Por Lucas Kalikowski
Doutor Estranho veio com a pompa de quem será um grande Vingador. Com uma origem clássica, bem detalhada e com uma grande batalha ao final, o super-herói introduz um lado completamente diferente do que o público estava acostumado.
Desde que foi anunciada a compra da Marvel pela Walt Disney, alguns fatores desta indubitavelmente influenciaram as produções daquela. O orçamento aumentou; isso foi ótimo para os filmes altamente dependentes de efeitos especiais e clímax apocalípticos; entretanto, começa a existir uma repetição que pode incomodar vozes mais inquietas.
Quando Star Wars: O Despertar da Força estreou, sua maior crítica foi que se tratava de uma cópia escarrada de Uma Nova Esperança. Essa informação, inteligentemente, foi desmentida pela produção, que definiu o filme como uma homenagem. Esse argumento maquilado que foi comprado pelos fãs e é defendido com unhas e dentes. Doutor Estranho, oriundo do mesmo estúdio, é muito óbvio em estabelecer seu papel, de forma que é fácil o paralelo a ser traçado com o primeiro filme do Homem de Ferro. A mensagem é muito clara: é escancarada a virada de página. Novos ventos para o mundo dos Vingadores.
O filme tem um enredo fidedigno ao cânone. Um cirurgião renomado, arrogante e prepotente, sofre um acidente de carro em que lesa o movimento de suas mãos. Frustrado com a medicina ocidental, que não lhe presta auxílio algum, busca no mundo místico a cura para o mal que lhe aflige. Ao ampliar seus horizontes, descobre seu eu heroico e assume o manto de mago protetor da Terra das ameaças místicas.

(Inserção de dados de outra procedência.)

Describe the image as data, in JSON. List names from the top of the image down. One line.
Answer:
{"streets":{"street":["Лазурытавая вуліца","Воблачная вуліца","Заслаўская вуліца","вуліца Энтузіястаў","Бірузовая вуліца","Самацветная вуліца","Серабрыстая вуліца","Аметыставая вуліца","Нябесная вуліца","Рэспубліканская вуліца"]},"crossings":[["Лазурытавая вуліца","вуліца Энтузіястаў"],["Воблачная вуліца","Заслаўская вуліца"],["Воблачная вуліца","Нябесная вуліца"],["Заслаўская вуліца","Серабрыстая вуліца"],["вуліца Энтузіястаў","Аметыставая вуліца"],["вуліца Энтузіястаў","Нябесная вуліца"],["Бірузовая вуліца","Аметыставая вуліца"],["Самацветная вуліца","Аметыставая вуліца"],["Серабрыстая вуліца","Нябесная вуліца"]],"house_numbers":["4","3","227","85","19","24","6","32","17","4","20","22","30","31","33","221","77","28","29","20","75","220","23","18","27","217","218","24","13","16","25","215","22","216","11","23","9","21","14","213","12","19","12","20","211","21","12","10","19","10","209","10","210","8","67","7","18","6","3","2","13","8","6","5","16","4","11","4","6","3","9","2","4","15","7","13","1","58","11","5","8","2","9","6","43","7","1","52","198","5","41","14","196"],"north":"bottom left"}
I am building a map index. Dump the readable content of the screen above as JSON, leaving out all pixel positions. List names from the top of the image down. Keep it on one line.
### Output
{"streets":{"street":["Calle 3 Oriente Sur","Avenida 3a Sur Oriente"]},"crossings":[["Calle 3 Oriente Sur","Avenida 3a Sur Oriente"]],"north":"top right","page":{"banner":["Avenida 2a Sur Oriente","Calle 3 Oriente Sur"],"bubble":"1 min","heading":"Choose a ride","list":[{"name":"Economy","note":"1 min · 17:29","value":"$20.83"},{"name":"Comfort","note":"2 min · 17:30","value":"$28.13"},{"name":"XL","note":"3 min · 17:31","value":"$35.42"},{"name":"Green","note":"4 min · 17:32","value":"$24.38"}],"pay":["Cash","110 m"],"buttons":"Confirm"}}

Benedict Cumberbatch (Sherlock) é um ator primoroso; peca muito em seu timing cômico, pois a Marvel explora pouco seu forte, a ironia — reservando-a para Robert Downey Jr., a menina dos olhos do estúdio. Rachel McAdams (Spotlight), a médica Christine, completamente subutilizada na trama, resume-se aos bastidores. Trata o herói ferido, não se negando aos gritinhos e às feições assustadas e desprotegidas. Tilda Swinton (Precisamos Falara sobre Kevin), a Anciã, é sempre um deleite para o espectador; acertadamente, ela abusa de sua androginia para destacar o surrealismo de forma natural. Mads Mikkelsen (Hannibal), como Kaecilius, é o clássico vilão da Marvel cinematográfica, isto é, possui apenas o argumento mínimo para justificar sua vilania.
Sem dúvida alguma, Chiwetel Ejiofor (12 Anos de Escravidão) merece um parágrafo para si. Agindo como mentor, no primeiro ato, e depois como braço direito, o ator constrói um personagem absolutamente complexo. Eivado de pensamentos virtuosos, sem dúvida, o roteiro é muito exitoso em construir Mordo, que pode ser um dos poucos vilões satisfatórios (pelo menos o mais maquiavélico) deste universo nos cinemas.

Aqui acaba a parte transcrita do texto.